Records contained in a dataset
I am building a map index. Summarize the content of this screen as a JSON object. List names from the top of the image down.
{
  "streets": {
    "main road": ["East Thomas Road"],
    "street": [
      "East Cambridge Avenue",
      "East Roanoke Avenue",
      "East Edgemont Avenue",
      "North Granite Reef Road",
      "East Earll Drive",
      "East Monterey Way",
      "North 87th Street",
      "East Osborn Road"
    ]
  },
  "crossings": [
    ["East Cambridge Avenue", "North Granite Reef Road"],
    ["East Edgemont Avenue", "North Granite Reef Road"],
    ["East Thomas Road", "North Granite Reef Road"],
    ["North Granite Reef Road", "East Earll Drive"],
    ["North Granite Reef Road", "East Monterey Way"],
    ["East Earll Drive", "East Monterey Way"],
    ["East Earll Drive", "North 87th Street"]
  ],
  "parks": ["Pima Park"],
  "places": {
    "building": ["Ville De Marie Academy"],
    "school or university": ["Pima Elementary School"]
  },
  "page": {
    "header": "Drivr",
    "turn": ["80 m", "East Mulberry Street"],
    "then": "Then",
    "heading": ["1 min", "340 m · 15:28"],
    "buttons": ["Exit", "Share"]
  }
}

WHAT IS REQUIRED: Reproduce the records exactly, keeping every line.

RESULT FOR THIS EXERCISE:
I am building a map index. Summarize the content of this screen as a JSON object. List names from the top of the image down.
{
  "streets": {
    "main road": ["East Thomas Road"],
    "street": [
      "East Cambridge Avenue",
      "East Roanoke Avenue",
      "East Edgemont Avenue",
      "North Granite Reef Road",
      "East Earll Drive",
      "East Monterey Way",
      "North 87th Street",
      "East Osborn Road"
    ]
  },
  "crossings": [
    ["East Cambridge Avenue", "North Granite Reef Road"],
    ["East Edgemont Avenue", "North Granite Reef Road"],
    ["East Thomas Road", "North Granite Reef Road"],
    ["North Granite Reef Road", "East Earll Drive"],
    ["North Granite Reef Road", "East Monterey Way"],
    ["East Earll Drive", "East Monterey Way"],
    ["East Earll Drive", "North 87th Street"]
  ],
  "parks": ["Pima Park"],
  "places": {
    "building": ["Ville De Marie Academy"],
    "school or university": ["Pima Elementary School"]
  },
  "page": {
    "header": "Drivr",
    "turn": ["80 m", "East Mulberry Street"],
    "then": "Then",
    "heading": ["1 min", "340 m · 15:28"],
    "buttons": ["Exit", "Share"]
  }
}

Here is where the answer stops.